I’ve lived in two places where there was mega greatness all around — New York City and the DC metro region. Who knows where greatness begins and ends in these places? Except I know.


It begins each morning when an unknown number of the millions of sleeping people here wake up and put their feet on the floor. Of all the world-shattering achievers in these two metropolitan areas, this select list of folks who pull themselves out of bed each morning despite trauma, heartache, or abject fear crashing down on their heads — they are greatness. Even though Michael Phelps was incredible, he wasn’t greater than that.


Greatness comes in the ones who work more than one job, morning to night, living week to week, unsure, hoping, praying, and doing, despite their doubt.


Greatness is working overtime, coming home to an empty kitchen, cooking up dinner for two, then running half of it to the disabled elderly neighbor nearby before running home to eat the other half alone.


Greatness was the medical worker facing each day during Covid. Or the hourly employee who sends half their paycheck to parents in a faraway country. Or it is the backstage staff member who works round the clock on one tiny aspect of a multi-country negotiation to adopt a policy that might improve the world. It’s the exhausted mother who sleeps fitfully next to her gravely ill child.


If I say greatness is all these things, then have I ever been great? Suddenly, I’m not sure.


I’ve been reading lately about a mother who endured the death of her teenage daughter years ago and surfaced to write about it. My strength has not been greater than her strength.


I’ve read about a woman who lived her childhood under an abusive foster-turned-adoptive mother, then later in early adulthood lost her husband, but lived an adult life of integrity. My fortitude does not come close to that.


I know people who volunteer a sizable percentage of their time to help others. They devote their energy to those things instead of to something of their own. My generosity pales in comparison.


Maybe you and I are similar in that we can’t see our greatness, but I bet it’s there if we looked harder.


Have we ever withheld verbal retribution and offered understanding instead? Isn’t that greatness? If we did this a handful of times, does that compare to Einstein or Gandhi? Maybe not, or maybe we haven’t figured out what greatness is.

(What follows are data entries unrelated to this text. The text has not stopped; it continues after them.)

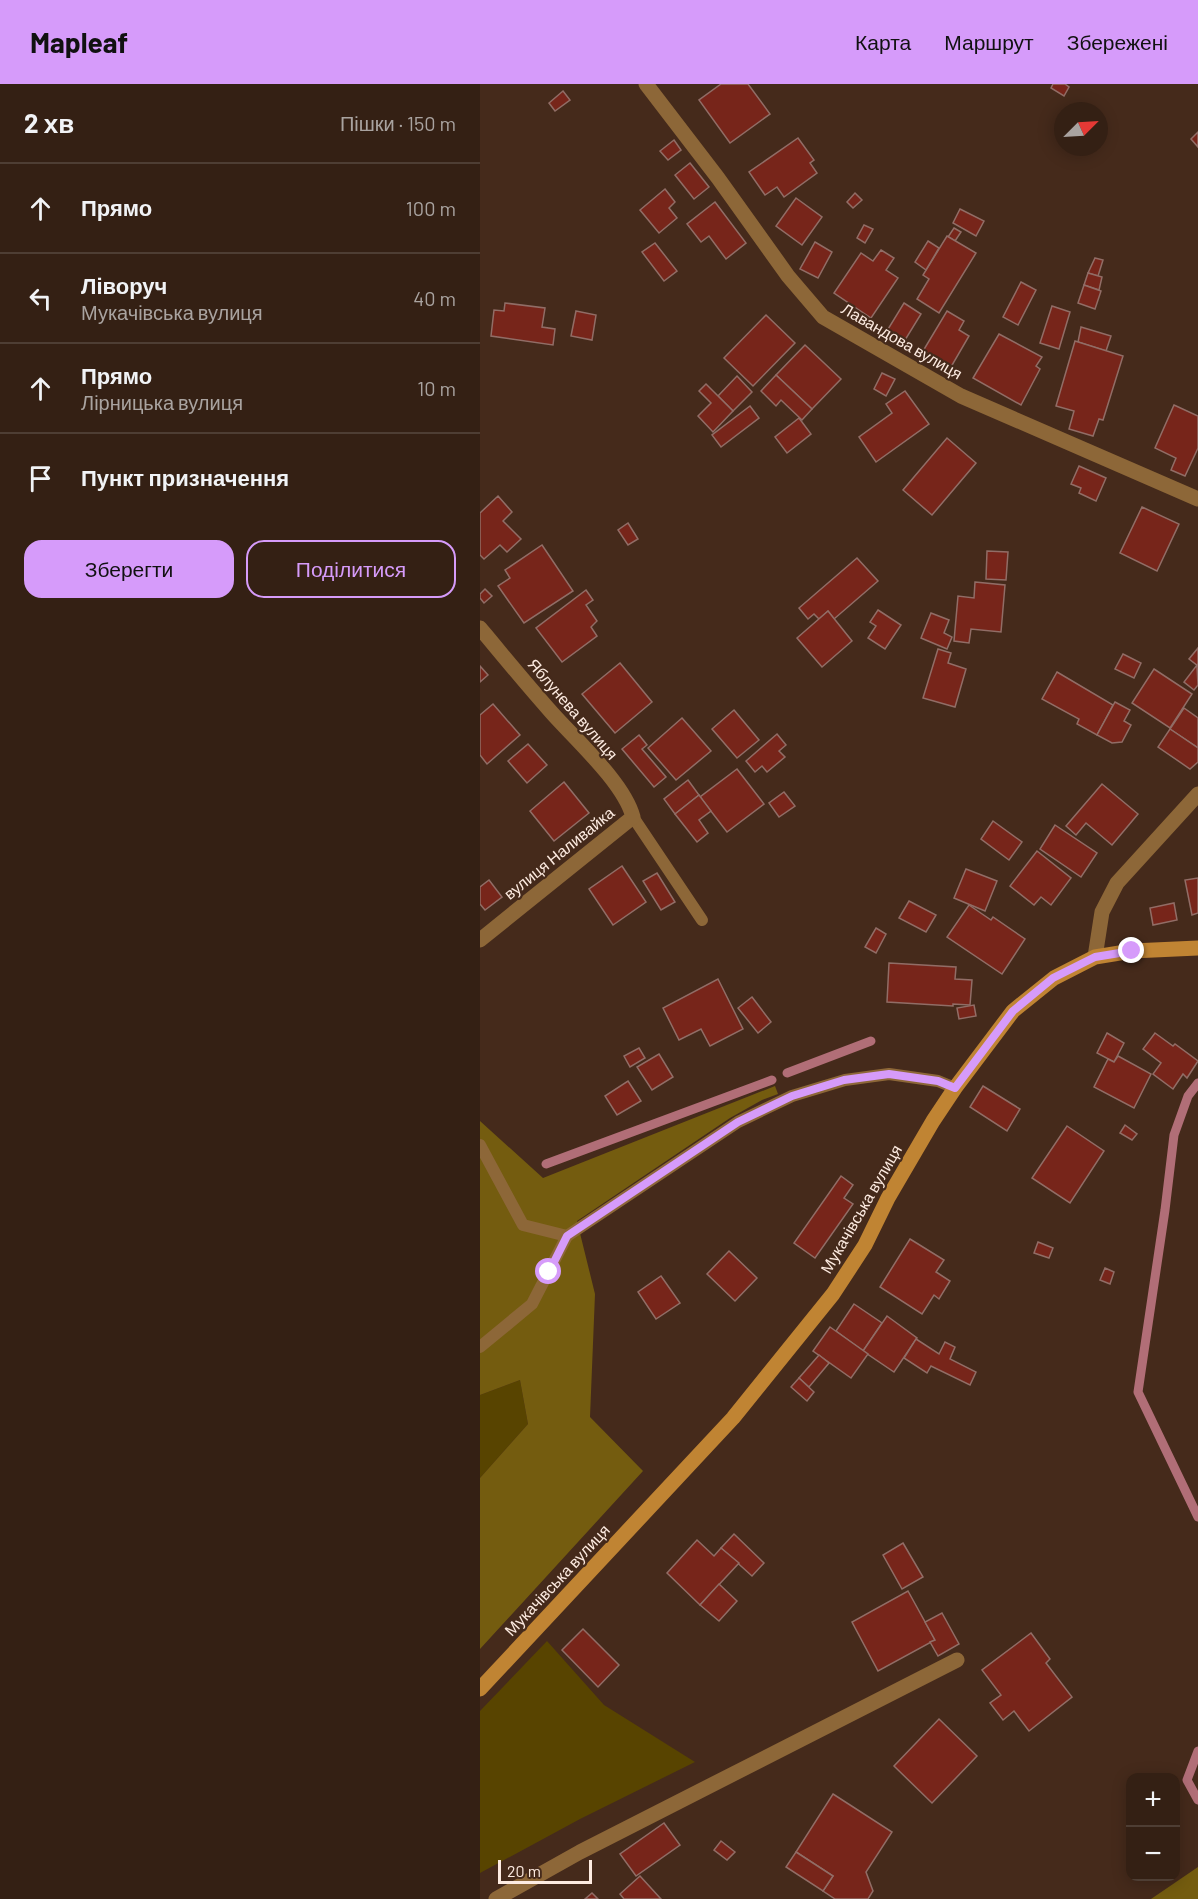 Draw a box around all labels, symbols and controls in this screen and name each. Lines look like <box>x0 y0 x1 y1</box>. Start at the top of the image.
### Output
text: Mapleaf <box>30 25 128 59</box>
text: Карта <box>855 29 911 54</box>
text: Маршрут <box>944 29 1034 54</box>
text: Збережені <box>1067 29 1168 54</box>
north arrow <box>1054 102 1108 156</box>
text: 2 хв <box>24 107 74 138</box>
text: Пішки · 150 m <box>340 111 456 135</box>
icon: ahead <box>24 192 57 225</box>
text: Прямо <box>81 194 152 220</box>
text: 100 m <box>406 196 456 220</box>
text: Ліворуч <box>81 272 167 298</box>
icon: left <box>24 282 57 315</box>
text: 40 m <box>413 286 456 310</box>
street label: Лавандова вулиця <box>839 298 966 383</box>
text: Мукачівська вулиця <box>81 300 263 324</box>
text: Прямо <box>81 362 152 388</box>
icon: ahead <box>24 372 57 405</box>
text: 10 m <box>417 376 456 400</box>
text: Лірницька вулиця <box>81 390 243 414</box>
icon: arrive <box>24 462 57 495</box>
text: Пункт призначення <box>81 464 289 490</box>
button: Зберегти <box>24 540 234 598</box>
button: Поділитися <box>246 540 456 598</box>
street label: Яблунева вулиця <box>524 654 622 763</box>
street label: вулиця Наливайка <box>500 802 618 903</box>
route end <box>1118 937 1144 963</box>
street label: Мукачівська вулиця <box>816 1141 905 1276</box>
route start <box>535 1258 561 1284</box>
street label: Мукачівська вулиця <box>500 1520 613 1639</box>
map controls <box>1126 1773 1180 1881</box>
button: + <box>1126 1773 1180 1827</box>
button: − <box>1126 1827 1180 1881</box>
scale bar <box>498 1857 592 1884</box>
text: 20 m <box>507 1861 541 1880</box>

Maybe greatness happens each time we turn toward something greater than ourselves when we could have easily turned only to ourselves. Whether we live a life of this, whether our actions are remembered for generations or millennia, or whether we slowly create a willingness to do these things — maybe that’s all greatness.


I just came home today from a birthday party for my mom. My uncle was there and I off-handedly asked him whether he — a retired commercial airline pilot — knew anything about applying for a job with the major airlines that I could pass along to my son’s childhood friend.


My uncle picked up his phone and proceeded to make phone calls to help this fellow he never met. It was because he loves my son and me and because he does great things blindfolded. After he got two pilot mentors lined up, he walked back outside to help my mom do yard projects in the ninety-degree heat.


That is greatness, and to witness it is to increase my chances of being great. This is how it spreads — the dust storm of our best selves — by example, and through appreciation. One stone, one phone call, one crocheted shawl at a time.